From the Research
The landmark for a posterior glenohumeral injection is the point 1.5 cm below the scapular spine, mid-way between the posterior lateral acromial corner and the posterior axillary crease, as this approach has been shown to have a high accuracy rate of 97% in a study published in 2013 1. To perform the injection:
- Palpate the posterior aspect of the shoulder to locate the scapular spine and the posterior lateral acromial corner.
- Identify the point 1.5 cm below the scapular spine, mid-way between the posterior lateral acromial corner and the posterior axillary crease.
- Clean the area with an antiseptic solution.
- Insert the needle perpendicular to the skin at this point, aiming slightly superiorly and medially.
- Advance the needle until you feel a slight "pop" as it enters the joint space, or use a bone touch technique to ensure accurate placement. This approach is preferred because it provides reliable access to the glenohumeral joint while minimizing the risk of injury to surrounding structures. When performing the injection, use a 20-25 gauge needle, 1.5-3.5 inches long, as used in the study 1. The choice of medication depends on the clinical indication but typically includes a combination of a local anesthetic (e.g., lidocaine 1%) and a corticosteroid (e.g., triamcinolone acetonide 40 mg).

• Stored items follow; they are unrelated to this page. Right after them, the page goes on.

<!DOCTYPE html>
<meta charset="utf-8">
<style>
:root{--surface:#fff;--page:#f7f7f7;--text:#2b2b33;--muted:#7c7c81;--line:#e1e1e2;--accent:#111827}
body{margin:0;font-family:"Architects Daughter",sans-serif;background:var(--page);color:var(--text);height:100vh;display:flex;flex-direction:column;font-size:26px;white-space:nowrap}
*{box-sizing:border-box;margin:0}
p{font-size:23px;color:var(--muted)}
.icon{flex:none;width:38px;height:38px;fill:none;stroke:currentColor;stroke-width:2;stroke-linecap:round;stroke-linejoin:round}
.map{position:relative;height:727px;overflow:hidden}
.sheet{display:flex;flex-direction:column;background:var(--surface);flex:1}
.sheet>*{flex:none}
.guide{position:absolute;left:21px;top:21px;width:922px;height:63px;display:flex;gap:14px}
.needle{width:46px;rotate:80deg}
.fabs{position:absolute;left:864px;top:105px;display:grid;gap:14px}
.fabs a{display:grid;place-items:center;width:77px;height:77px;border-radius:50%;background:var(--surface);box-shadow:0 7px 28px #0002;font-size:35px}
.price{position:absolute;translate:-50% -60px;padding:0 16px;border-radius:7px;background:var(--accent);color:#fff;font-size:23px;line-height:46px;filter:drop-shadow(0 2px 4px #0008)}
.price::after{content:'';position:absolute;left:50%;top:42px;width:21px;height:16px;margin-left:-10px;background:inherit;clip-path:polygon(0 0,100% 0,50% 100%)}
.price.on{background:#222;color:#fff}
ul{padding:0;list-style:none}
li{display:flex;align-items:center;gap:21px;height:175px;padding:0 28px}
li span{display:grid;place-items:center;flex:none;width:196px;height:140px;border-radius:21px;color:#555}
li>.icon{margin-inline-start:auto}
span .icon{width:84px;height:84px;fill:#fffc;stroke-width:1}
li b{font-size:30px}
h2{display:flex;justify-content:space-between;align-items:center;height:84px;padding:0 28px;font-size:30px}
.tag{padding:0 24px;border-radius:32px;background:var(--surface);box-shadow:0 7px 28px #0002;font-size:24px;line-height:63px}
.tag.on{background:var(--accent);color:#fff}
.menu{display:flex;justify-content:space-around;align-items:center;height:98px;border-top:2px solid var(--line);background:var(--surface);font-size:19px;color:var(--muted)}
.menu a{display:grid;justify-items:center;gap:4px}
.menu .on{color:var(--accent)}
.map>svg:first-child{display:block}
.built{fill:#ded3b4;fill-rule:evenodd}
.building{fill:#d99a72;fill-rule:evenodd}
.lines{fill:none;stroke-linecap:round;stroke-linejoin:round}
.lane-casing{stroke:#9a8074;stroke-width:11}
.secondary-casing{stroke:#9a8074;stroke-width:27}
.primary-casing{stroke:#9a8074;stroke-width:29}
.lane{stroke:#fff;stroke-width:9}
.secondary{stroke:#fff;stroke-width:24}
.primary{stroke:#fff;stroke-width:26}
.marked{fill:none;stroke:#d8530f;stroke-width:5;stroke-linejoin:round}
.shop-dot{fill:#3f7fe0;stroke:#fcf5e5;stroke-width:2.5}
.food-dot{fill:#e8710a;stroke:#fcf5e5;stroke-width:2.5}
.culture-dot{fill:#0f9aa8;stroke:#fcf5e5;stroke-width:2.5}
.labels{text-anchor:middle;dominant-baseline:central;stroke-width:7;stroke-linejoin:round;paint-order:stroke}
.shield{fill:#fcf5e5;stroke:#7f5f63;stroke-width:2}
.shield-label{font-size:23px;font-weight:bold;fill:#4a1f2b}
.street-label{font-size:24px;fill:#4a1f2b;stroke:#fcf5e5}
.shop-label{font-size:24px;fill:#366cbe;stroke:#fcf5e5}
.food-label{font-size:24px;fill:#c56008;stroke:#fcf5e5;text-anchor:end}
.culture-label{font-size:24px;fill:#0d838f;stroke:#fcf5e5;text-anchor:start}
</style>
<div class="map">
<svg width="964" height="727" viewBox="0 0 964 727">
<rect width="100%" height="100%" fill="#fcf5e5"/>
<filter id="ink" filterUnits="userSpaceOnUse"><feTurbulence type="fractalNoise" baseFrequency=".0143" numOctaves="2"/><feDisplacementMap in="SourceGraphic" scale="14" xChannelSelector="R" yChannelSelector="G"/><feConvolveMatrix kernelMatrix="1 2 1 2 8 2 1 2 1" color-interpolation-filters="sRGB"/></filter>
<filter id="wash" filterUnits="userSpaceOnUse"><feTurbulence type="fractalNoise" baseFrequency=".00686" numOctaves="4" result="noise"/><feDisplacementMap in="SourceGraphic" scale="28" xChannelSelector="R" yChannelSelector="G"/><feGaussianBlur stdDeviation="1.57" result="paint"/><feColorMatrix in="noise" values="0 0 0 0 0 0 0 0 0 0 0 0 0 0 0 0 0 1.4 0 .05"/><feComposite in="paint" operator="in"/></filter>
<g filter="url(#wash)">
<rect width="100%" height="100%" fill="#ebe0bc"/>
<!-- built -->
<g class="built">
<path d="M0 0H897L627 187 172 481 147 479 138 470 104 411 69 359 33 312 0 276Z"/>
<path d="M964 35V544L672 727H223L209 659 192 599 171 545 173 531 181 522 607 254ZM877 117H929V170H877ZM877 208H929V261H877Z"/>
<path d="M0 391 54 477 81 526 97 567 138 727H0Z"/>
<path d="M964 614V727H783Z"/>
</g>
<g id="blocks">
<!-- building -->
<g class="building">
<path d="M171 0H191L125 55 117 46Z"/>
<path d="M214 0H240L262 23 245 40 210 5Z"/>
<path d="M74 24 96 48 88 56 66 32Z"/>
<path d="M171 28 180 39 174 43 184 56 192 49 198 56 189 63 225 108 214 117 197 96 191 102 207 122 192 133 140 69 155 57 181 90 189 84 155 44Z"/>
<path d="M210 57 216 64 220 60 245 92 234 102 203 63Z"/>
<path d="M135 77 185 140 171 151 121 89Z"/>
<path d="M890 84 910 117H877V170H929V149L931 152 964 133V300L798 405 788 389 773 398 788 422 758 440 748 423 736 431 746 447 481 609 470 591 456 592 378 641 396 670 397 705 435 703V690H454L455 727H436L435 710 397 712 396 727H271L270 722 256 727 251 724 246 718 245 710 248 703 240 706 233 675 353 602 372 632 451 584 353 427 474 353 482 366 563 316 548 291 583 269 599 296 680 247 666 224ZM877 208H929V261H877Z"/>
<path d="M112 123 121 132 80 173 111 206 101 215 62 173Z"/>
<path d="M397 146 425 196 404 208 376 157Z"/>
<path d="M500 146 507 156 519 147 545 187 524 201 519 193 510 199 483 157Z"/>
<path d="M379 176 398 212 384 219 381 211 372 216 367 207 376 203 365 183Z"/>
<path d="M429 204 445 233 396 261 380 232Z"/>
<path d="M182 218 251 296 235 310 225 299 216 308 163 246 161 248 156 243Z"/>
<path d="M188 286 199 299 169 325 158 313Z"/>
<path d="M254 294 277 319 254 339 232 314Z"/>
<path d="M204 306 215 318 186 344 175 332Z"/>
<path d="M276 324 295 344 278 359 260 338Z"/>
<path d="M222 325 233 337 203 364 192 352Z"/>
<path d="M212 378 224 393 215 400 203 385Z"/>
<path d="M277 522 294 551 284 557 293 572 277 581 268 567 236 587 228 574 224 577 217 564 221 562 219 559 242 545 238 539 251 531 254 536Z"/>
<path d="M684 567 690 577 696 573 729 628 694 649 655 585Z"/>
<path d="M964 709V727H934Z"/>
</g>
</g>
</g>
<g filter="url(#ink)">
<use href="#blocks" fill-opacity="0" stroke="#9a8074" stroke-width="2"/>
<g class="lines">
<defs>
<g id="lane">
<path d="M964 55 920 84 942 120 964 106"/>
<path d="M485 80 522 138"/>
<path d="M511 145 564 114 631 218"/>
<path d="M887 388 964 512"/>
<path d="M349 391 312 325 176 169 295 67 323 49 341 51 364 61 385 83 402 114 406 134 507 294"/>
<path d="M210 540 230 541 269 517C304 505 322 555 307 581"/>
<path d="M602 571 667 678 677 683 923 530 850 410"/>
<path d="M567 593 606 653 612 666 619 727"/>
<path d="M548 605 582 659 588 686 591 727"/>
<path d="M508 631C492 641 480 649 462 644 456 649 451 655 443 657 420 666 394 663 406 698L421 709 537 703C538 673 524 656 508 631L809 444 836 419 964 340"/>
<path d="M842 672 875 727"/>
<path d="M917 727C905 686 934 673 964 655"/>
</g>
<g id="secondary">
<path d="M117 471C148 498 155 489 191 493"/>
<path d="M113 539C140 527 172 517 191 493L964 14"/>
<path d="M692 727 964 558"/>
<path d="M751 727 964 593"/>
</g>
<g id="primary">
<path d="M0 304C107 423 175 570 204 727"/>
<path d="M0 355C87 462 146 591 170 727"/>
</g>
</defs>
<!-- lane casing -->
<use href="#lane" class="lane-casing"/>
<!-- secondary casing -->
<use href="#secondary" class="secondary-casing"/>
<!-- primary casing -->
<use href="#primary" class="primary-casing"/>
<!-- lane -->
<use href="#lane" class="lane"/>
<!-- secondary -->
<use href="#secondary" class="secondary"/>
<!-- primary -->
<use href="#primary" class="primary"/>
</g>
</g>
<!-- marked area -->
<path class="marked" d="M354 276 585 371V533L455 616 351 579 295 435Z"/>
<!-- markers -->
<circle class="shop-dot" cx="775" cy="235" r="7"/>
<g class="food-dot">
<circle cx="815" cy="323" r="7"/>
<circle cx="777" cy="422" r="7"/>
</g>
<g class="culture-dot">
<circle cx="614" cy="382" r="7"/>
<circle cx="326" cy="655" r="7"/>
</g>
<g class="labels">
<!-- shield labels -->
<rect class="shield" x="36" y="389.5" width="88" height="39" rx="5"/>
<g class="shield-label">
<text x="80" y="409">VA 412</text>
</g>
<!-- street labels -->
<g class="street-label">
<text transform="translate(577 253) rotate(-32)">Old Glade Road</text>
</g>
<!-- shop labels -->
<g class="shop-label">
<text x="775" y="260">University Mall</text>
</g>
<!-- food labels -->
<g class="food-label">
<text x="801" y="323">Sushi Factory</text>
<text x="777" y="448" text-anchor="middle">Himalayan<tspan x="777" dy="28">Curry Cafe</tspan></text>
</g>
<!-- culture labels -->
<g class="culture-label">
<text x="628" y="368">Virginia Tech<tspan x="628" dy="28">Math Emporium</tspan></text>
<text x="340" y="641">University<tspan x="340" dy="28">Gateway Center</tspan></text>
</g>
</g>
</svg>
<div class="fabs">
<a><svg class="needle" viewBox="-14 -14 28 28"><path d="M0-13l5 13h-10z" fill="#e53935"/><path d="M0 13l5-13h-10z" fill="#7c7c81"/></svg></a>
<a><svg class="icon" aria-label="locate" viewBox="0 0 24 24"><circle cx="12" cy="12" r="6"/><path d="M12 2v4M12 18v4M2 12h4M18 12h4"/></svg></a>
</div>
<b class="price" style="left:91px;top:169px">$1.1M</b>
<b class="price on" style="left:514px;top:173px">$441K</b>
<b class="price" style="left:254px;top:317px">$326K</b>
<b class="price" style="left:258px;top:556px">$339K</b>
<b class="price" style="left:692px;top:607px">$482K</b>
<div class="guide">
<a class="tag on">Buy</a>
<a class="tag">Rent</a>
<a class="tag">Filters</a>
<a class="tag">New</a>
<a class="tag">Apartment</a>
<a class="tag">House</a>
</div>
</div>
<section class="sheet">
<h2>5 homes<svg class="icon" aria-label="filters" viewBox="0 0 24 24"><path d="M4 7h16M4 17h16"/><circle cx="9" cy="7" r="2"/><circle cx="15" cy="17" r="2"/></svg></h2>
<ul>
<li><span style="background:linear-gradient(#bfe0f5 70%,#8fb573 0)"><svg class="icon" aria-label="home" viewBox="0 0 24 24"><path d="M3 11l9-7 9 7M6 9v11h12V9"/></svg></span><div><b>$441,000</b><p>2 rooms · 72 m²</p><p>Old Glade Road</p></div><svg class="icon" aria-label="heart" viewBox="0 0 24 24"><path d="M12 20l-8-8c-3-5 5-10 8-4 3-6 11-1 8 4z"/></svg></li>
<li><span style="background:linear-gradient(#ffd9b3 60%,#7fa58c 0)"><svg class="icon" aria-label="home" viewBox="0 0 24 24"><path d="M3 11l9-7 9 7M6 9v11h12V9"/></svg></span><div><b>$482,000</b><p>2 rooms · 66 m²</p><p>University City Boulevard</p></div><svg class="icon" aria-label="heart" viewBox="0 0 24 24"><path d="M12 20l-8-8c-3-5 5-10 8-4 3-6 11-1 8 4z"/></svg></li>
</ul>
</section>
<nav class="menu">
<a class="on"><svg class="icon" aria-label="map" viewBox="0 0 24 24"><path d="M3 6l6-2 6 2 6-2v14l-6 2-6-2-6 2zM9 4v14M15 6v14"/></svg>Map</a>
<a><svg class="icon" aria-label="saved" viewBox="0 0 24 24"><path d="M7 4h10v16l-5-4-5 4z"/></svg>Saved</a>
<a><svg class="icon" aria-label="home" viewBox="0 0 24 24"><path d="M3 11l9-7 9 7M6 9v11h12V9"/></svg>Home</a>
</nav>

Always aspirate before injecting to ensure the needle is not in a blood vessel. Some studies have suggested alternative approaches, such as the anterosuperior technique 2 or the anterior approach 3, but the posterior approach with a bone touch technique has been shown to have a high accuracy rate and is a reliable method for glenohumeral joint injection. It is also worth noting that the depth from the skin to the joint capsule can vary between individuals, and using a longer needle may increase the risk of penetrating the joint capsule, as shown in a study published in 2012 4.